À tout instant, le souscripteur peut changer d’avis et choisir un autre bénéficiaire ou encore ajouter des bénéficiaires. Néanmoins, il faut savoir que si cette clause spécifique fait l’objet d’une acceptation bénéficiaire, l’accord de ceux-ci devra être obtenu au préalable.

Comment s’effectue la transmission et dans quelles conditions ?

L’assurance vie est l’un des contrats qui bénéficient du traitement le plus favorable en matière de succession et de fiscalité.

La succession

Le capital de l’assuré n’entre pas dans la succession à son décès, ce qui permet au souscripteur de répartir son épargne comme il l’entend entre ses bénéficiaires et de pouvoir aider des proches qui ne figurent pas parmi ses héritiers légaux. À noter toutefois que les héritiers légaux peuvent revendiquer le capital versé à des bénéficiaires désignés en vue de les réintégrer à l’actif successoral s’ils estiment les montants démesurés, en vertu de l’article L. 132-13 du Code des assurances.

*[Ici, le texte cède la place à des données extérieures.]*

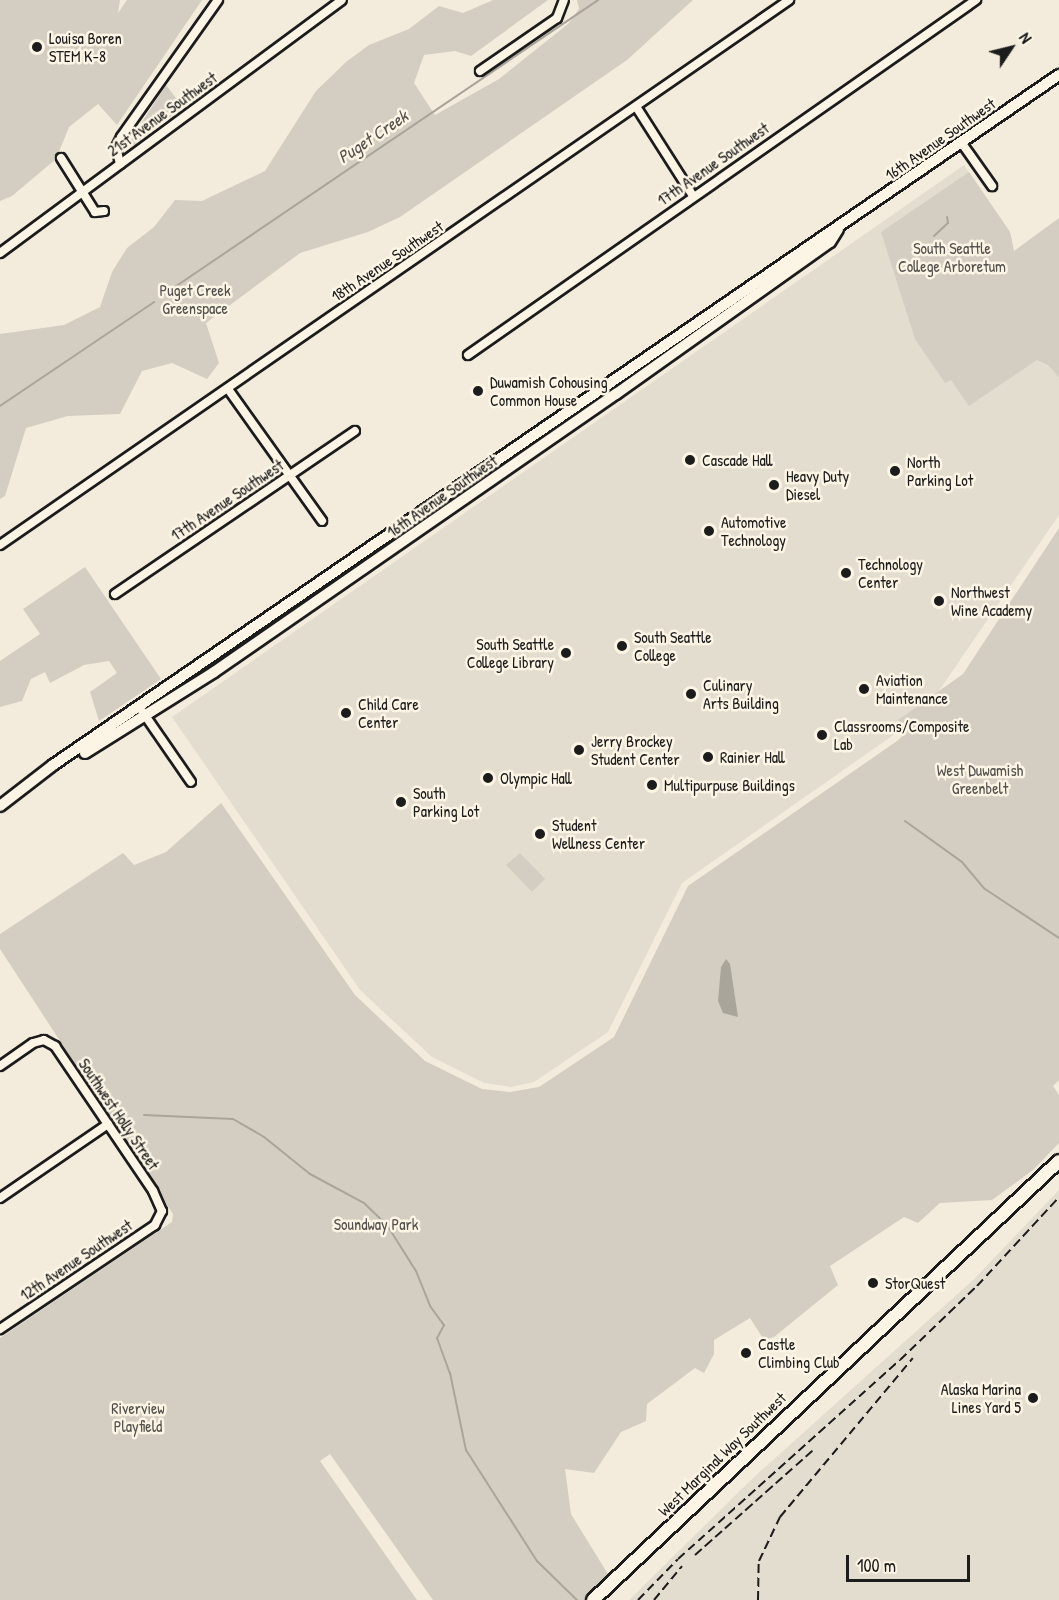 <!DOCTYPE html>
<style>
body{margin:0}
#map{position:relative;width:1059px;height:1600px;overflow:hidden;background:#f3ecdd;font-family:"Patrick Hand",sans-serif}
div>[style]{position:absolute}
.built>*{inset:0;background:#e3ddcf}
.green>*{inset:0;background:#d3cec1}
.water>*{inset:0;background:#aaa59b}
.stream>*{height:2px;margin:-1px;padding:0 1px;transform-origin:1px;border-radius:1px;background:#aaa59b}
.roads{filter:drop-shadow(2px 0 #1c1c1c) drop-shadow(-2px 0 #1c1c1c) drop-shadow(0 2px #1c1c1c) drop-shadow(0 -2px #1c1c1c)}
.minor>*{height:8px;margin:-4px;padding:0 4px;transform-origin:4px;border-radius:4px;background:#fcf5e5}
.tertiary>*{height:10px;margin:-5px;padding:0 5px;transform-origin:5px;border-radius:5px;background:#fcf5e5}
.secondary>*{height:12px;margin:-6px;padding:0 6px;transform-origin:6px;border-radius:6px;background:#fcf5e5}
.rail>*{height:2px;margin-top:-1px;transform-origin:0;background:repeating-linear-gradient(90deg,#1c1c1c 0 9px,transparent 0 13.5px)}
.dots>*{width:16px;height:16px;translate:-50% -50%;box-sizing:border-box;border:3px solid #fcf5e5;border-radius:50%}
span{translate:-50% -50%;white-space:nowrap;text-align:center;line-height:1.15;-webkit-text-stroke:5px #fcf5e5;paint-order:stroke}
.poi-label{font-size:16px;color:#1c1c1c}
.left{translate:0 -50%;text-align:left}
.right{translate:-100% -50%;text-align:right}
.street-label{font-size:16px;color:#1c1c1c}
.park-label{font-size:16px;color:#53514e}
.water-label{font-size:18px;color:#55534f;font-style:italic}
.north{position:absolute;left:981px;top:18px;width:60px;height:60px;-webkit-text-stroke:4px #fcf5e5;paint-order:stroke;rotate:55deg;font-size:16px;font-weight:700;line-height:24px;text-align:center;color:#1c1c1c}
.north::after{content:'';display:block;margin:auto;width:21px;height:27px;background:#1c1c1c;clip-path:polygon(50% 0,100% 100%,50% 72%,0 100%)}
.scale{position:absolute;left:846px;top:1555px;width:124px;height:27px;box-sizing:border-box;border:3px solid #1c1c1c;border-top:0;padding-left:8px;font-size:18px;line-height:21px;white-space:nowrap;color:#1c1c1c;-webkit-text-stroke:4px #fcf5e5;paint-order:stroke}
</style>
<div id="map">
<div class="built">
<div style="clip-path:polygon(964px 165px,1010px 232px,1037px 360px,1049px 366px,1059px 378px,1059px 515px,930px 704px,905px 727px,682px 883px,608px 1032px,534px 1082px,511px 1087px,484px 1083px,432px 1057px,360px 990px,172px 717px)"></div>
<div style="clip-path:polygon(1059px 1190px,1059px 1600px,629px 1600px,753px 1478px,973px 1280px)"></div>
</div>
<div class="green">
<div style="clip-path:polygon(0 0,120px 0,118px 13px,127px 0,202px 0,117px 125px,98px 104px,69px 127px,56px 159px,12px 196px,0 201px)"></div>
<div style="clip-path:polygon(493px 0,548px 0,471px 56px,455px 51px,424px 55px,414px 83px,435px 115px,499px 79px,568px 24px,579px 9px,577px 0,693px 0,627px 60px,400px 217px,368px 232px,300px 253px,206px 323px,219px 363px,207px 379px,172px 363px,142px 371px,120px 414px,68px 416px,26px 428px,5px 496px,0 499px,0 334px,64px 325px,100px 307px,112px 272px,127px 248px,154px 227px,175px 200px,202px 201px,265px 171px,316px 91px,346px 62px,369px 45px,409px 29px,439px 6px,463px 13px)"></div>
<div style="clip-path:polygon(166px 85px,183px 107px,131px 147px,129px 142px)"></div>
<div style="clip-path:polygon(969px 172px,1010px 232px,1014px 251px,1059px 218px,1059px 378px,1049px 366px,1037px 360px,969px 406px,951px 380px,945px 383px,915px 339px,881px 232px)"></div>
<div style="clip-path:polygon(1059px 528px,1059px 1080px,1053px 1086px,1059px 1095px,1059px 1143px,1033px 1170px,992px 1200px,940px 1203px,918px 1223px,904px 1217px,830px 1266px,838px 1285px,774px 1337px,764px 1340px,750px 1318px,714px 1340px,714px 1354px,704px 1373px,695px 1368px,647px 1404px,646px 1421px,621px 1432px,594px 1473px,565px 1469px,571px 1514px,611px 1579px,589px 1600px,433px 1600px,330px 1454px,320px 1461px,417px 1600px,0 1600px,0 1338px,172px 1222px,173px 1214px,0 949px,0 934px,123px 853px,134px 865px,166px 852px,221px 803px,355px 995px,425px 1061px,482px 1089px,510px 1092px,539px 1087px,614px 1037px,688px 886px,897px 741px,907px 732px,898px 720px,963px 674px)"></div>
<div style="clip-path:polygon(85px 567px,161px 679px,99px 721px,90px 692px,117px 673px,109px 661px,84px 665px,50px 683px,45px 672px,31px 679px,22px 701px,0 707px,0 661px,40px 634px,23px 609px)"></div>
<div style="clip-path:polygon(520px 853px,545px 879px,532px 892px,506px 865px)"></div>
</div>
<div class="water">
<div style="clip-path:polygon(726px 959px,730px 964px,738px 1017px,723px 1013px,718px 1001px,721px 967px)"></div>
</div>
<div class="stream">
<div style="left:934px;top:236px;width:19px;rotate:-43deg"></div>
<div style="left:948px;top:223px;width:6px;rotate:-99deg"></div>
<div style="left:163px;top:295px;width:526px;rotate:-34.14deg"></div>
<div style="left:0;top:406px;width:186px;rotate:-34deg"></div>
<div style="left:905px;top:821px;width:70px;rotate:35.7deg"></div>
<div style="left:962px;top:862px;width:35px;rotate:50deg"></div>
<div style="left:985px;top:889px;width:89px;rotate:33.5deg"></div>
<div style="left:144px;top:1115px;width:89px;rotate:2.6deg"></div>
<div style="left:233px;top:1119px;width:36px;rotate:30deg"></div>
<div style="left:264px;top:1137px;width:59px;rotate:38.8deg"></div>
<div style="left:310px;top:1174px;width:61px;rotate:28.2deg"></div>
<div style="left:364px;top:1203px;width:32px;rotate:44deg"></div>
<div style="left:387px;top:1225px;width:54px;rotate:57.8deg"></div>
<div style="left:416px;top:1271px;width:38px;rotate:68deg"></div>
<div style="left:430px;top:1306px;width:24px;rotate:54deg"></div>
<div style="left:444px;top:1325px;width:15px;rotate:118deg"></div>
<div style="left:437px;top:1338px;width:37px;rotate:70deg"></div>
<div style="left:450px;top:1373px;width:79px;rotate:78.3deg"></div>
<div style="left:466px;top:1450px;width:132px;rotate:57.4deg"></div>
<div style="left:537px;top:1561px;width:56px;rotate:44.3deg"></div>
</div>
<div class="roads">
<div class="minor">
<div style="left:480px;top:71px;width:93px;rotate:-34.5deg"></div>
<div style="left:557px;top:18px;width:19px;rotate:-69deg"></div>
<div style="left:637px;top:108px;width:104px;rotate:57.5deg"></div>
<div style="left:961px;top:142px;width:54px;rotate:54.8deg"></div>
<div style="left:61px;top:158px;width:64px;rotate:57.8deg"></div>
<div style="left:95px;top:212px;width:9px;rotate:-6deg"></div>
<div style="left:120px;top:164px;width:17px;rotate:-103deg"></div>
<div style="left:116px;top:147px;width:11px;rotate:-63deg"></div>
<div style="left:121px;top:137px;width:168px;rotate:-54.7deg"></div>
<div style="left:0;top:253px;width:425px;rotate:-36.5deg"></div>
<div style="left:468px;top:355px;width:620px;rotate:-34.95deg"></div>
<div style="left:228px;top:389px;width:162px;rotate:54.5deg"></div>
<div style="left:0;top:545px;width:959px;rotate:-34.63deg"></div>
<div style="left:115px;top:594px;width:290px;rotate:-34.2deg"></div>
<div style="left:142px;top:711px;width:86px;rotate:55.4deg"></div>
<div style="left:0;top:1066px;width:40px;rotate:-34.9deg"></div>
<div style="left:33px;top:1043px;width:11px;rotate:-15deg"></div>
<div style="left:44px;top:1040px;width:13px;rotate:29deg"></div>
<div style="left:55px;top:1046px;width:175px;rotate:55.9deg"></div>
<div style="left:153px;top:1191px;width:22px;rotate:66deg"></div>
<div style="left:162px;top:1211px;width:16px;rotate:117deg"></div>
<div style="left:155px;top:1225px;width:187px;rotate:146.1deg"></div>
<div style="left:0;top:1198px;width:131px;rotate:-34.4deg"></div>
</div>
<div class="tertiary">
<div style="left:85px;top:753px;width:152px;rotate:-32.1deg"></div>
<div style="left:214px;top:672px;width:489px;rotate:-34.7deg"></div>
<div style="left:616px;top:394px;width:262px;rotate:-35.4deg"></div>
<div style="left:830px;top:242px;width:15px;rotate:-58deg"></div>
<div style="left:0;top:806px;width:67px;rotate:-37.7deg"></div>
<div style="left:53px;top:765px;width:1220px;rotate:-34.45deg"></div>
</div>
<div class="secondary">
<div style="left:593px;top:1600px;width:640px;rotate:-43.29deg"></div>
</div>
</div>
<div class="rail">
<div style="left:695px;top:1555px;width:157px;rotate:-41.6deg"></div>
<div style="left:638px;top:1600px;width:57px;rotate:-45.7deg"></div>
<div style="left:678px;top:1559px;width:298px;rotate:-41.9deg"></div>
<div style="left:900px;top:1360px;width:107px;rotate:-43.9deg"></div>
<div style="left:977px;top:1286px;width:121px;rotate:-47.3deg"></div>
<div style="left:654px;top:1600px;width:44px;rotate:-50.5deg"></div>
<div style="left:758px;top:1600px;width:39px;rotate:-89deg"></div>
<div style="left:759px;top:1561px;width:49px;rotate:-64.5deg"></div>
<div style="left:780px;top:1517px;width:207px;rotate:-50.1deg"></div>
</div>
<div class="dots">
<div style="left:37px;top:47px;background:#1c1c1c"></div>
<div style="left:478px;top:391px;background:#1c1c1c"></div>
<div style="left:690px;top:460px;background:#1c1c1c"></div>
<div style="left:895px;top:471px;background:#1c1c1c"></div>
<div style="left:774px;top:485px;background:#1c1c1c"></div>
<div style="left:709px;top:531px;background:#1c1c1c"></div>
<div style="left:846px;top:573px;background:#1c1c1c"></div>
<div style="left:939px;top:601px;background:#1c1c1c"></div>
<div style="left:622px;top:646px;background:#1c1c1c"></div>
<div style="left:566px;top:653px;background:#1c1c1c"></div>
<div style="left:864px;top:689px;background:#1c1c1c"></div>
<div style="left:691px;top:694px;background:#1c1c1c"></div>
<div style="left:346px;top:713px;background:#1c1c1c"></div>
<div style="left:822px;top:735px;background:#1c1c1c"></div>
<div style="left:579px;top:750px;background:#1c1c1c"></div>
<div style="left:708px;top:757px;background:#1c1c1c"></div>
<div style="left:488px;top:778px;background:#1c1c1c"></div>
<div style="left:652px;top:785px;background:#1c1c1c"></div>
<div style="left:401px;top:802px;background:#1c1c1c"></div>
<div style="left:540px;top:834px;background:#1c1c1c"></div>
<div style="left:873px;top:1283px;background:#1c1c1c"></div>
<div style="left:746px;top:1353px;background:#1c1c1c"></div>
<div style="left:1033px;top:1398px;background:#1c1c1c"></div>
</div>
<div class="poi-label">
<span class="left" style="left:49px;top:47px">Louisa Boren<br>STEM K-8</span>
<span class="left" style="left:490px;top:391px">Duwamish Cohousing<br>Common House</span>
<span class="left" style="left:702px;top:460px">Cascade Hall</span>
<span class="left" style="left:907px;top:471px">North<br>Parking Lot</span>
<span class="left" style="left:786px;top:485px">Heavy Duty<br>Diesel</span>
<span class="left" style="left:721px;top:531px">Automotive<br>Technology</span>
<span class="left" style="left:858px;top:573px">Technology<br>Center</span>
<span class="left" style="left:951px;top:601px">Northwest<br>Wine Academy</span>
<span class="left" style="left:634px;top:646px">South Seattle<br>College</span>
<span class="right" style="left:554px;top:653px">South Seattle<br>College Library</span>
<span class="left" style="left:876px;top:689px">Aviation<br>Maintenance</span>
<span class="left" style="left:703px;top:694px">Culinary<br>Arts Building</span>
<span class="left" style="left:358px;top:713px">Child Care<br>Center</span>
<span class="left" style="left:834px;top:735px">Classrooms/Composite<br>Lab</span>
<span class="left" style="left:591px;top:750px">Jerry Brockey<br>Student Center</span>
<span class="left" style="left:720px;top:757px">Rainier Hall</span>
<span class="left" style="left:500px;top:778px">Olympic Hall</span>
<span class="left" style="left:664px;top:785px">Multipurpuse Buildings</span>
<span class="left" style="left:413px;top:802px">South<br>Parking Lot</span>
<span class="left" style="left:552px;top:834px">Student<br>Wellness Center</span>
<span class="left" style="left:885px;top:1283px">StorQuest</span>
<span class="left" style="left:758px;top:1353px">Castle<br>Climbing Club</span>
<span class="right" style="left:1021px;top:1398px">Alaska Marina<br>Lines Yard 5</span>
</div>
<div class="street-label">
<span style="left:162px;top:114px;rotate:-36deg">21st Avenue Southwest</span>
<span style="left:940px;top:139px;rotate:-35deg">16th Avenue Southwest</span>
<span style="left:713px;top:164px;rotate:-35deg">17th Avenue Southwest</span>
<span style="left:387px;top:261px;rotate:-34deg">18th Avenue Southwest</span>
<span style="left:442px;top:496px;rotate:-35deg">16th Avenue Southwest</span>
<span style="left:227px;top:500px;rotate:-34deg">17th Avenue Southwest</span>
<span style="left:119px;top:1114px;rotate:56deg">Southwest Holly Street</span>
<span style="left:76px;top:1260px;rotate:-34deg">12th Avenue Southwest</span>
<span style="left:722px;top:1454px;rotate:-44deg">West Marginal Way Southwest</span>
</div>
<div class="park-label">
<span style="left:952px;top:257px">South Seattle<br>College Arboretum</span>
<span style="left:195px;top:299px">Puget Creek<br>Greenspace</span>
<span style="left:980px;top:779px">West Duwamish<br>Greenbelt</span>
<span style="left:376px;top:1224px">Soundway Park</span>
<span style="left:138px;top:1417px">Riverview<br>Playfield</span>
</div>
<div class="water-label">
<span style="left:373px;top:137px;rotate:-34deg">Puget Creek</span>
</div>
<div class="north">N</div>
<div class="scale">100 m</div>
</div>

Ainsi, l’assuré peut décider de faire bénéficier un tiers de son choix en cas de décès en l’ajoutant à ses héritiers légaux. C’est un moyen de transmettre un montant supérieur aux sommes prévues par les testaments et surtout d’éviter toute fiscalité.

La fiscalité

Dans un contrat d’assurance vie, les capitaux décès ne sont pas traités comme un héritage et échappent, de ce fait, aux droits de succession. Pour les conjoints et les partenaires de PACS des assurés, l’exonération fiscale est illimitée. Pour les autres, elle est limitée à 152 500 euros par bénéficiaire.

Toutefois, l’imposition est possible sur le capital décès d’un contrat d’assurance vie. En effet, pour les montants versés sur un contrat avant 70 ans, les bénéficiaires disposent d’un abattement de 152 500 euros. Pour les sommes qui dépassent cette limite, un prélèvement forfaitaire de 20 % est appliqué et de 31,25 % au-delà de 700 000 euros.

Pour les montants versés sur un contrat après 70 ans, les sommes supérieures à 30 500 euros sous sujettes à imposition selon la nature du lien de parenté assuré/bénéficiaire.

La particularité des contrats intergénérationnels

Les grands-parents peuvent décider de favoriser leurs petits-enfants mineurs en souscrivant un contrat intergénérationnel qui vise à reporter la date de versement des capitaux aux bénéficiaires. Les petits-enfants peuvent ainsi disposer d’un versement de la part de leurs grands-parents sans avoir à s’acquitter de frais de succession.

Dans le cadre de ces contrats spécifiques, les grands-parents ont plusieurs options :

  • Les petits-enfants sont désignés bénéficiaires : dans ce cas, chaque petit-enfant pourra percevoir jusqu’à 152 500 euros au décès des grands-parents et tout nouveau-né peut être ajouté à la clause bénéficiaire à tout moment. Néanmoins, dans l’immédiat, les grands-parents peuvent disposer de leur épargne en cas de besoin, ce qui est un avantage en cas de coup dur, et les petits-enfants ne peuvent percevoir l’épargne avant décès.
  • Les petits-enfants perçoivent un don par acte notarié : dans ce cadre, le montant du don est placé sur un contrat d’assurance vie que les parents d’un petit-enfant mineur souscrivent. Un pacte adjoint doit accompagner ce type de contrat pour spécifier les conditions de l’utilisation de l’épargne léguée. Les petits-enfants peuvent percevoir jusqu’à 31 865 euros de chacun de leurs grands-parents sans fiscalité.
  • Les petits-enfants deviennent bénéficiaires à date fixe : les grands-parents peuvent décider d’une date à laquelle leurs petits-enfants deviendront bénéficiaires, qu’ils soient vivants ou décédés. Les grands-parents demeurent gestionnaires du contrat d’assurance vie jusqu’à cette date. Une transmission après décès exonère les petits-enfants de fiscalité dans la limite de 152 500 euros, mais ce n’est pas toujours le cas en cas de transmission du vivant.